Specific challenge: Chronic non-communicable diseases represent a significant burden on individuals and healthcare systems. Innovative, cost effective therapeutic approaches are required to provide the best quality of care when prevention fails. While a considerable amount of knowledge has been generated by biomedical research in recent years, the development of new therapies is stagnating, in part due to a lack of clinical validation.

Scope: Clinical trial(s) supporting proof of concept in humans to assess the potential clinical efficacy of the novel therapeutic concept(s) and / or optimisation of available therapies (e.g. drug repurposing). The application may build on pre-existing pre-clinical research and additional results from large scale databases. A concise feasibility assessment justified by available published and preliminary results and supporting data should also be provided. Considerations of effectiveness and potential clinical benefit (possibly including real world data) should be integrated in the application if relevant.        

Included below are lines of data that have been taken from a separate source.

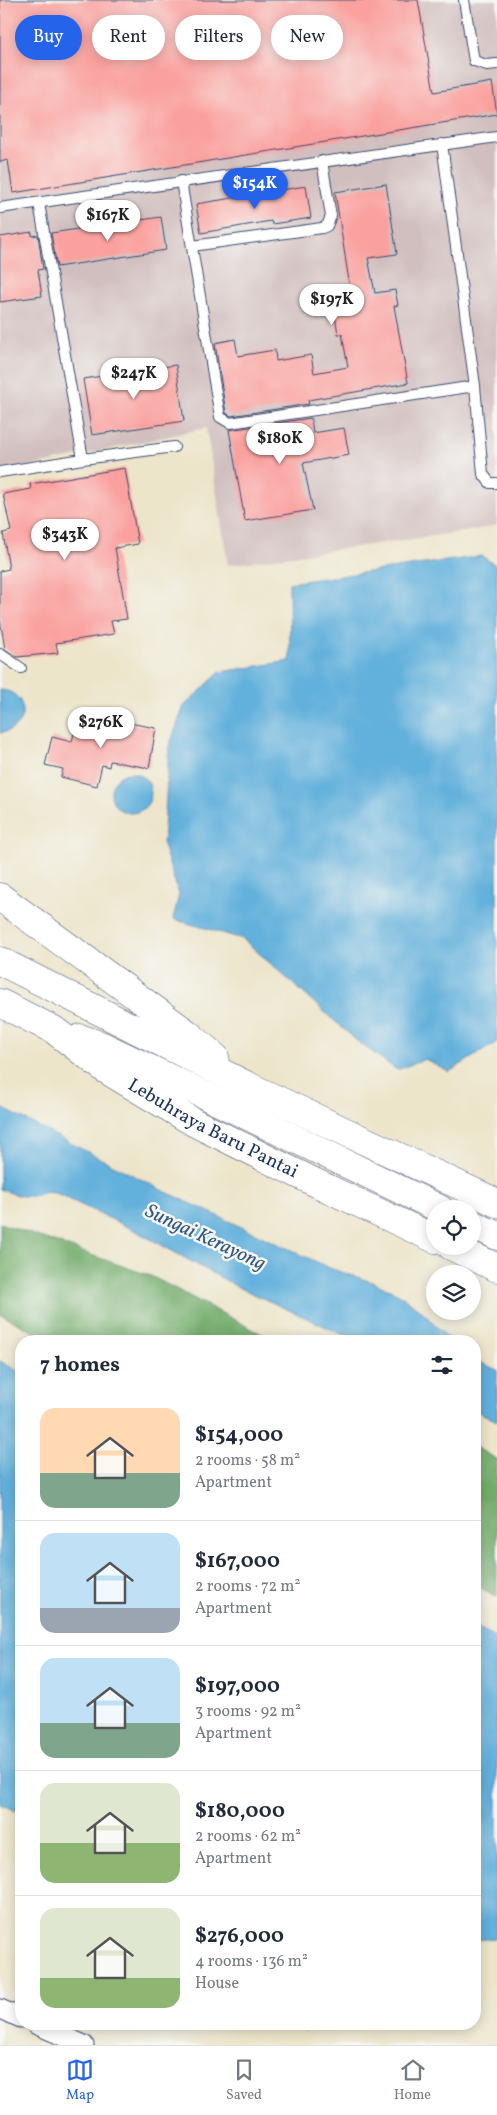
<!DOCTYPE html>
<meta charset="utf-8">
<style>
body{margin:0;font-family:Vollkorn,serif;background:#f2f2f3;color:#1f2937;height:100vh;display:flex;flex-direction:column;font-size:19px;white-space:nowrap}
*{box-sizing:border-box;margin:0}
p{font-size:16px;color:#747a83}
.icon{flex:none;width:28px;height:28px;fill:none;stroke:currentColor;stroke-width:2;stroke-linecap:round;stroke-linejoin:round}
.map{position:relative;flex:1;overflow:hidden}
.drawer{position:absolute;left:15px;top:1335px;width:466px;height:695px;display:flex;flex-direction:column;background:#fff;border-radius:20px;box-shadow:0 2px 12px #0003}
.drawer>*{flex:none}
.banner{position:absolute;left:15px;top:15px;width:468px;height:45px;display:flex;gap:10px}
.controls{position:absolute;left:426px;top:1200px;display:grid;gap:10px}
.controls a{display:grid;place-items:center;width:55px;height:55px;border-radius:50%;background:#fff;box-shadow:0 2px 12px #0003;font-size:25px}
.price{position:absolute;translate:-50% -42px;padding:0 11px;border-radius:18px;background:#fff;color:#222;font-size:16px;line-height:32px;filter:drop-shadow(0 1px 2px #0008)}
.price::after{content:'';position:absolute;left:50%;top:30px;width:15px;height:11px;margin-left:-8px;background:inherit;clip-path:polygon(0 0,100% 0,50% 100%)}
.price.selected{background:#2563eb;color:#fff}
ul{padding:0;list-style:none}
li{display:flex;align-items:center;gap:15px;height:125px;padding:0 25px}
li+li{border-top:1px solid #e0e1e3}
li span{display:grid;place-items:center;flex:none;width:140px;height:100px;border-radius:15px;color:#555}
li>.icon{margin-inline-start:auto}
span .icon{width:60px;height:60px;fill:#fffc;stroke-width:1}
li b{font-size:21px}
h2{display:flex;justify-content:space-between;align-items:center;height:60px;padding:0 25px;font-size:21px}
.tag{padding:0 18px;border-radius:22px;background:#fff;box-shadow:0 2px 12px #0003;font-size:18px;line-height:45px}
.tag.selected{background:#2563eb;color:#fff}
.tabs{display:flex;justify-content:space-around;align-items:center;height:70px;border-top:1px solid #e0e1e3;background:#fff;font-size:14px;color:#747a83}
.tabs a{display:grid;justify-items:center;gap:2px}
.tabs .selected{color:#2563eb}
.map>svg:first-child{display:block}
.industrial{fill:#d1bfbf}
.forest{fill:#72ac6b;stroke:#466e64}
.water{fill:#62b0dc;stroke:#3e709d}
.building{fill:#faa19f}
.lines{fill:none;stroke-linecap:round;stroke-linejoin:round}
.service-casing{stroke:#3a4a6e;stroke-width:12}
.minor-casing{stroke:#3a4a6e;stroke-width:21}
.motorway-casing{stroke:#3a4a6e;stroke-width:29}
.service{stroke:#fff;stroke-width:10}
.minor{stroke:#fff;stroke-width:19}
.motorway{stroke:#fff;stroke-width:28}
.labels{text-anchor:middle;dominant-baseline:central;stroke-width:5;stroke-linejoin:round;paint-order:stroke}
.street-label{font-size:19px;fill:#1b2f5e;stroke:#f6f6f2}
.water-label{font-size:20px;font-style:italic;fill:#305684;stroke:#f6f6f2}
</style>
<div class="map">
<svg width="497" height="2045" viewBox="0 0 497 2045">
<rect width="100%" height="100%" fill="#f6f6f2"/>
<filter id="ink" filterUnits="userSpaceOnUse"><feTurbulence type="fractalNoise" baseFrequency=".02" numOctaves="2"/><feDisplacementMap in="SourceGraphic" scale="10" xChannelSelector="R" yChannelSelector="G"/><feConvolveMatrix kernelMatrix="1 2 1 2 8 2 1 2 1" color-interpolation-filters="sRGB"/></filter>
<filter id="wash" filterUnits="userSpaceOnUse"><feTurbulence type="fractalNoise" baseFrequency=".0096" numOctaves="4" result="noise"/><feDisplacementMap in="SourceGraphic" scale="20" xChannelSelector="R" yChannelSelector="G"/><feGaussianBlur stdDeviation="1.12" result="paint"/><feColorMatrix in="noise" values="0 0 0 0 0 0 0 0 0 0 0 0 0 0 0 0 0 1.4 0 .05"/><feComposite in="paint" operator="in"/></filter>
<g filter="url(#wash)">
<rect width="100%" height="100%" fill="#ede5ca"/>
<polygon class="industrial" points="0,0 497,0 497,525 475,530 228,565 206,428 0,473"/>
<g class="forest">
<polygon points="0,1223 151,1276 275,1341 51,1341 0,1314"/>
<polygon points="475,1447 497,1459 497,1597 475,1585"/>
</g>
<g class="water">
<polygon points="482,556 497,566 497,1042 449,1072 425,1059 397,1070 357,1041 243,939 173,919 179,895 163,845 169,747 184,706 220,672 290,661 289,583"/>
<path d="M0,690C30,691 30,730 0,733Z"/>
<circle cx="131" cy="793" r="20"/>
<path d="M0,1107L162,1190L332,1269L372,1282L399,1294L422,1311L451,1341H357L236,1286L134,1230L54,1192C42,1190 39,1196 29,1196C19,1197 9,1192 0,1189Z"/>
<polygon points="475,1360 497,1370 497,1421 475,1410"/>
<polygon points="0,1361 21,1373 21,1813 0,1804"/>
<polygon points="475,1626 497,1638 497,1938 475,1940"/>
<polygon points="297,2024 335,2024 333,2030 303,2030"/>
</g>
<g id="blocks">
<g class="building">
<polygon points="0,0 418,0 434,92 492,82 497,114 13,193 8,160 0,162"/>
<polygon points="386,184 397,254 368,258 375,293 395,290 398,305 394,306 408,383 308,400 309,404 231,416 226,413 215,343 235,339 238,356 275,350 276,361 311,355 314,373 348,367 342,334 338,334 332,297 351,294 335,192"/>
<polygon points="306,186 311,218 272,224 271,221 201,233 196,204"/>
<polygon points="161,217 166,250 57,267 51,233"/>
<polygon points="32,232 32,236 38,235 43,269 38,270 42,296 0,302 0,237"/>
<polygon points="176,365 184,421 92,435 83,379"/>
<polygon points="311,418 313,433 344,428 349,455 303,463 313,510 245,521 229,430"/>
<polygon points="125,468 138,544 115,548 127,619 111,621 114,634 56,643 58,653 17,657 5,649 0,619 0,571 9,569 3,533 11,531 3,494 31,489 30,484"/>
<polygon points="94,713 114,718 113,720 156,728 149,768 110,761 109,767 102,765 97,786 61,777 63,769 45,765 52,737 72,742 75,728 89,732"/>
</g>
</g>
</g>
<g filter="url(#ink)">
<use href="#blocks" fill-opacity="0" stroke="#3a4a6e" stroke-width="1"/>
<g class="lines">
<g class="service-casing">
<g id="service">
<polyline points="464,0 474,61 487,65 497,64"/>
<polyline points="442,144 475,386 483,474 490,483 497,483"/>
<polyline points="181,181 220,417 230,423 475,386"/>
<polyline points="39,203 83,459 174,447"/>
<polyline points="0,208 497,137"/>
<polyline points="192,246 322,228 327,226 331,216 322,161"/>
<polyline points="0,472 83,459"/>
<polyline points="0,654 21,668"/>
</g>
</g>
<g class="minor-casing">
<g id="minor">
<polyline points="0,2009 21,2018"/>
<polyline points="35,2024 84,2045"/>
</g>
</g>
<g class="motorway-casing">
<g id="motorway">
<polyline points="0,897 188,1034 215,1057"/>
<polyline points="0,961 246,1085 497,1203"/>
<path id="s1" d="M0,1003L54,1030L105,1069L195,1123L312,1181L435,1239"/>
<polyline points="80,1038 103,1046 440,1209"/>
<polyline points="472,1224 497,1236"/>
<polyline points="451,1246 497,1268"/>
</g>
</g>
<use href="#service" class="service"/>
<use href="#minor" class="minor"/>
<use href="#motorway" class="motorway"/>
</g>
</g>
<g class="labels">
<g class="street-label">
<text stroke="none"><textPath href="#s1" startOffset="248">Lebuhraya Baru Pantai</textPath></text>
</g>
<g class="water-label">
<text transform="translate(205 1238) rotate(25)">Sungai Kerayong</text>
</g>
</g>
</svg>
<div class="controls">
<a><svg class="icon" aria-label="locate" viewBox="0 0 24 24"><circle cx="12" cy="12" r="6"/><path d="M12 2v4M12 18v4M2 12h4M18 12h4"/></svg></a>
<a><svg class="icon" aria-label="layers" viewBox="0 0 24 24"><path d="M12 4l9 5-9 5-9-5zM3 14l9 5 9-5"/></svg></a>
</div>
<b class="price selected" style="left:255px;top:210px">$154K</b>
<b class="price" style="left:108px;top:242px">$167K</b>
<b class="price" style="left:332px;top:326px">$197K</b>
<b class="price" style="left:134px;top:400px">$247K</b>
<b class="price" style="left:280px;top:465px">$180K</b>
<b class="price" style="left:65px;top:561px">$343K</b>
<b class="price" style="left:101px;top:749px">$276K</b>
<div class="banner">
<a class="tag selected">Buy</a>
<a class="tag">Rent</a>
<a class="tag">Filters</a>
<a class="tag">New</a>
</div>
<section class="drawer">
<h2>7 homes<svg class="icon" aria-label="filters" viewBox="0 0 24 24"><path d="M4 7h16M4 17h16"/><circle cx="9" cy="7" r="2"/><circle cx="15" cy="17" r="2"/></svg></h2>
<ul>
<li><span style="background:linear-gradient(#ffd9b3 65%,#7fa58c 0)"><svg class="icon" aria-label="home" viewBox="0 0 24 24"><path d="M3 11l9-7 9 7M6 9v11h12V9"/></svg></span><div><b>$154,000</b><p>2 rooms · 58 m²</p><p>Apartment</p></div></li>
<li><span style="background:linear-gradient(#bfe0f5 75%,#9aa5b1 0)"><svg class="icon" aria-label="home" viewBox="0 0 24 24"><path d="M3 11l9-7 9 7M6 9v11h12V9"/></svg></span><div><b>$167,000</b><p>2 rooms · 72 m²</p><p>Apartment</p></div></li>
<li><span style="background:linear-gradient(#bfe0f5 65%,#7fa58c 0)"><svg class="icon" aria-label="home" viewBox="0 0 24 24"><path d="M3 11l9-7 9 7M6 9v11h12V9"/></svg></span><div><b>$197,000</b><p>3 rooms · 92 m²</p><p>Apartment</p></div></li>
<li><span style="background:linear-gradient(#dfe7d0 60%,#8fb573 0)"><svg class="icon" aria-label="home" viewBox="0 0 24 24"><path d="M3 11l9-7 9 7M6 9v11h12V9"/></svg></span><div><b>$180,000</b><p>2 rooms · 62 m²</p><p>Apartment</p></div></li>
<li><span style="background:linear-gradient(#dfe7d0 70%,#8fb573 0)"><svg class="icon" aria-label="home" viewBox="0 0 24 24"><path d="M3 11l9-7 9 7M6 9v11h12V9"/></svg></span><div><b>$276,000</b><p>4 rooms · 136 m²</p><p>House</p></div></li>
</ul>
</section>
</div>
<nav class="tabs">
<a class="selected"><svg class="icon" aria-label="map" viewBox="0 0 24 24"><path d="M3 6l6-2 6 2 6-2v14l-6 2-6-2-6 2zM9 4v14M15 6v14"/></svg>Map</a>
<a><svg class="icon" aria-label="saved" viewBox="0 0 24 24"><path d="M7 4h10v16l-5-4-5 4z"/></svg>Saved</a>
<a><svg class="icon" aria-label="home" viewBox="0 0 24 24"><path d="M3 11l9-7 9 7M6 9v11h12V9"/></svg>Home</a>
</nav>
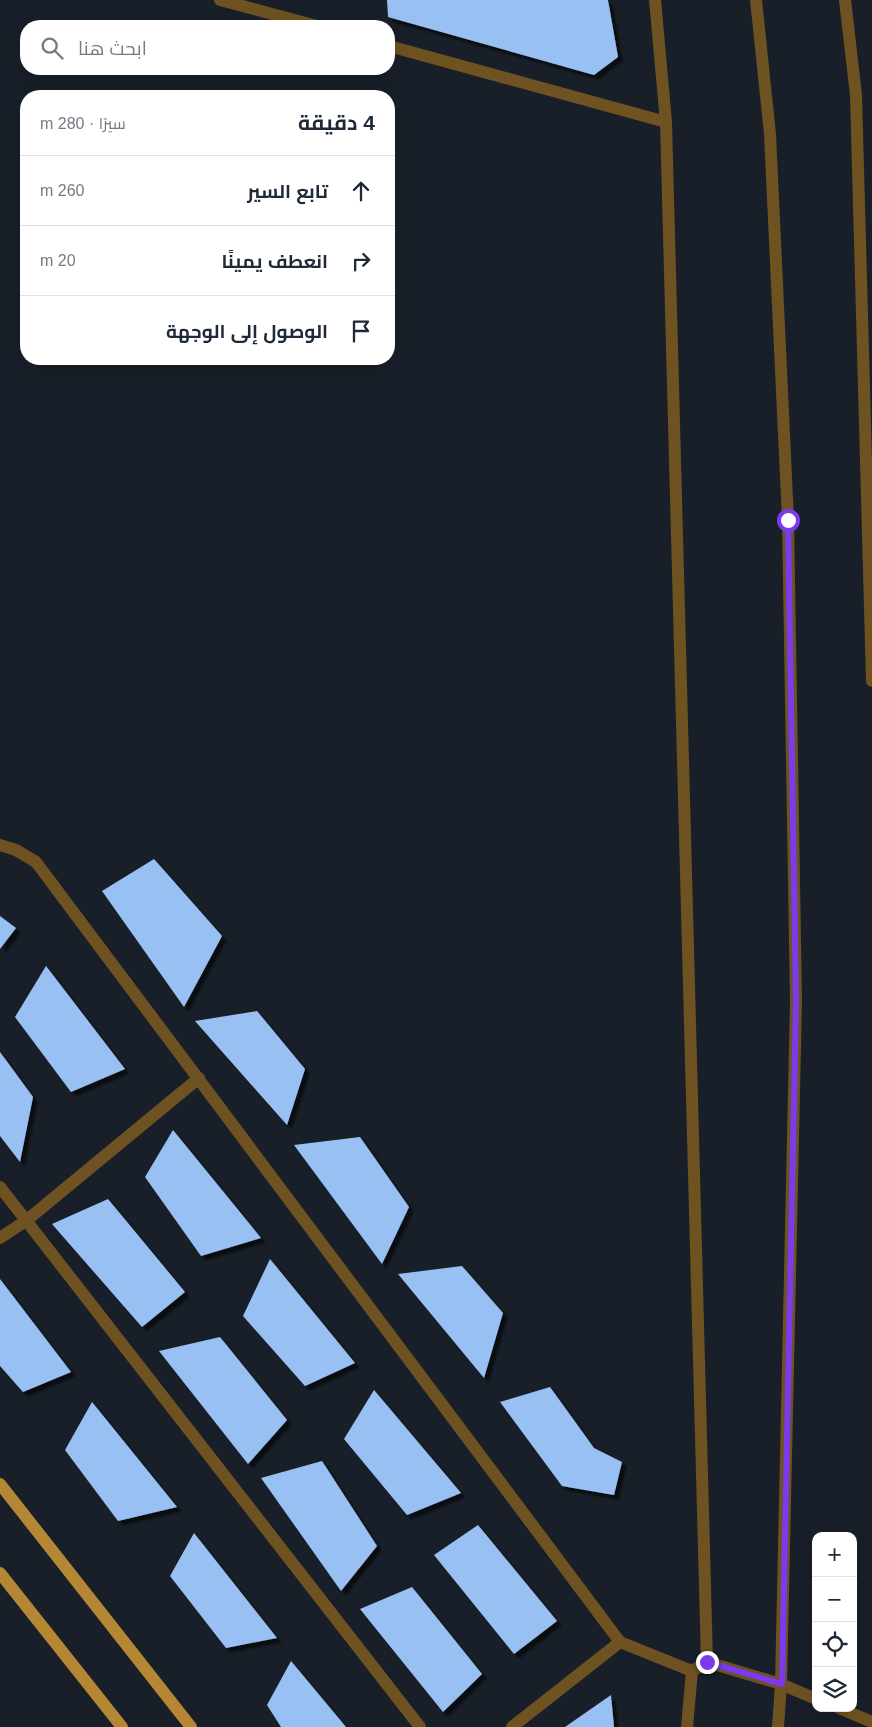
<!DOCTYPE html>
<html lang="ar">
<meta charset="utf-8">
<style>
:root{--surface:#fff;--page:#f6f6f7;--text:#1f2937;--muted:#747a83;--line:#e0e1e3}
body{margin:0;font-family:Helvetica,Cairo,sans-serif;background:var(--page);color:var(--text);direction:rtl}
.controls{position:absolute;right:15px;bottom:15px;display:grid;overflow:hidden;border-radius:10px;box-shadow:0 5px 20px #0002}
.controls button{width:45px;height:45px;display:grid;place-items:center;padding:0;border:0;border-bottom:1px solid var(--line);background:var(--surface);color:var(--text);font:25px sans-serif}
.stop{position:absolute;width:15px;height:15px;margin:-11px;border:4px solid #7c3aed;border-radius:50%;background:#fff}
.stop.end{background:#7c3aed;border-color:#fff;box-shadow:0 1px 5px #0008}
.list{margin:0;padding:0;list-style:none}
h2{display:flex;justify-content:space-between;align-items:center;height:65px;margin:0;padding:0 20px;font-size:21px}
h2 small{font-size:16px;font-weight:400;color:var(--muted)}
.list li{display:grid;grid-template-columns:32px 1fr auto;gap:15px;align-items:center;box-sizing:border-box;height:70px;padding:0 20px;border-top:1px solid var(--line)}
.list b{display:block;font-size:19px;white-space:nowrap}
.list em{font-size:16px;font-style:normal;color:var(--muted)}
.icon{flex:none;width:28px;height:28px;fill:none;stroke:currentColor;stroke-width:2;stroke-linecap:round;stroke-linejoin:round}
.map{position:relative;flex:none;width:872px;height:1727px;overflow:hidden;direction:ltr}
.search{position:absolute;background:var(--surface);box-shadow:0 5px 20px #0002;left:20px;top:20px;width:375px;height:55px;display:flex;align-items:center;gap:12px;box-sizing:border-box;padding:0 18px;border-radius:20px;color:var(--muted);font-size:19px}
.panel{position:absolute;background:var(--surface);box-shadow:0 5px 20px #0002;left:20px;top:90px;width:375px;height:275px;border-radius:20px;direction:rtl}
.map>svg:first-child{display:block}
</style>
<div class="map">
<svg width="872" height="1727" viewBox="0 0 872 1727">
<defs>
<filter id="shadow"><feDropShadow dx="4.5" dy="4.5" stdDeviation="1" flood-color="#0009"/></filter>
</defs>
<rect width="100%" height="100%" fill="#181f28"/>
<path fill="#99c0f3" filter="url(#shadow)" d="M 387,0 L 608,0 L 618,57 L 594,75 L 388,17 Z
M 154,859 L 222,936 L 184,1007 L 102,891 Z
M 0,916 L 16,928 L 0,949 Z
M 46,966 L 125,1069 L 71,1092 L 15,1017 Z
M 257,1011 L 305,1069 L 287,1125 L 195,1021 Z
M 0,1052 L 33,1097 L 20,1162 L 0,1136 Z
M 173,1130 L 261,1238 L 201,1256 L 145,1177 Z
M 360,1137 L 409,1207 L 382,1264 L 294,1145 Z
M 108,1199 L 185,1292 L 142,1327 L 52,1224 Z
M 270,1259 L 355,1363 L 305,1386 L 243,1316 Z
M 462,1266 L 503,1313 L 484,1378 L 398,1274 Z
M 0,1279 L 71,1372 L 23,1392 L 0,1366 Z
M 220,1337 L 287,1420 L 248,1464 L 159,1351 Z
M 550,1387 L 594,1448 L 622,1462 L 614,1495 L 562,1486 L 500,1402 Z
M 374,1390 L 461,1493 L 407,1515 L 344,1439 Z
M 92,1402 L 177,1507 L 118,1521 L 65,1450 Z
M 322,1461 L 377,1546 L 341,1591 L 261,1478 Z
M 478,1525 L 557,1621 L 514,1654 L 434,1555 Z
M 194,1533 L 277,1638 L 226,1648 L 170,1576 Z
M 412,1587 L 482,1674 L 443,1712 L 360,1609 Z
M 291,1661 L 346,1727 L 281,1727 L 267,1705 Z
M 611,1695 L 614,1727 L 565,1727 Z"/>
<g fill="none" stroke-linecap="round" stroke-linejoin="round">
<path stroke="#6e5222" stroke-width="12" d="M 655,0 L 666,122 L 707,1662
M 845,0 L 856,95 L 872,681
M 0,1238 L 27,1220 L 199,1078"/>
<path stroke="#6e5222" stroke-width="12" d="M 220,0 L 317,26
M 389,46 L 666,122
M 0,845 L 16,850 L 36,862 L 620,1642 L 692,1671
M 0,1187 L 420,1727
M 839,1708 L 872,1722
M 512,1727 L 620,1642
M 687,1727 L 692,1671 L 707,1662 L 781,1684 L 816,1699"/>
<path stroke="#6e5222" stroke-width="12" d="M 756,0 L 770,134 L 788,520 L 796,1001 L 781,1684 L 778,1727"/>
<path stroke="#b58735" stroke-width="12" d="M 0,1484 L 191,1727
M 0,1573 L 122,1727"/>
</g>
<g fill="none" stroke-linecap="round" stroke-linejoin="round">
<path stroke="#7c3aed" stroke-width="6" d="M 707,1662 L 782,1684 L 796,1001 L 788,520"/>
</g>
</svg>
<div class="controls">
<button>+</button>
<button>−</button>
<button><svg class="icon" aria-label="locate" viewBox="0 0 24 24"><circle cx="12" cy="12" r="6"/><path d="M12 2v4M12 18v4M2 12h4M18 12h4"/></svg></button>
<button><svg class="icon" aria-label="layers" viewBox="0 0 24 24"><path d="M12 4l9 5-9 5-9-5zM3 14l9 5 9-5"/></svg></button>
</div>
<div class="stop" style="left:788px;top:520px"></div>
<div class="stop end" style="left:707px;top:1662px"></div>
<div class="search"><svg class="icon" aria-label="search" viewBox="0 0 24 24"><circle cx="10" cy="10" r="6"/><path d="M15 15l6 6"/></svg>ابحث هنا</div>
<section class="panel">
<h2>4 دقيقة<small>سيرًا · 280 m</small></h2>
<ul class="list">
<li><svg class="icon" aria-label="ahead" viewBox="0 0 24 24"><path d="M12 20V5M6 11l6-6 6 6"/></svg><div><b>تابع السير</b></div><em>260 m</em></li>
<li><svg class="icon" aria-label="right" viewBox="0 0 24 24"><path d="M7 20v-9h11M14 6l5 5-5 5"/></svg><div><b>انعطف يمينًا</b></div><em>20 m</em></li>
<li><svg class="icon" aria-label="arrive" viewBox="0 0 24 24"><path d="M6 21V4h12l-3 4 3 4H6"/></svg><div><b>الوصول إلى الوجهة</b></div></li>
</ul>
</section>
</div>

The Commission considers that proposals requesting a contribution from the EU of between EUR 4 and 6 million would allow this specific challenge to be addressed appropriately. Nonetheless, this does not preclude submission and selection of proposals requesting other amounts.

 

Expected impact: This should provide:

         New therapeutic strategies, adapted where relevant to the differing needs of men and women, with the highest potential to generate advances in clinical practice for chronic diseases, including multi- or comorbidity, ready for further development.

         Early exclusion of candidate strategies unlikely to succeed.

         Contribute to the improvement of the therapeutic outcome of major chronic health issues with significant impact on burden of diseases both for individual patients and for health care systems.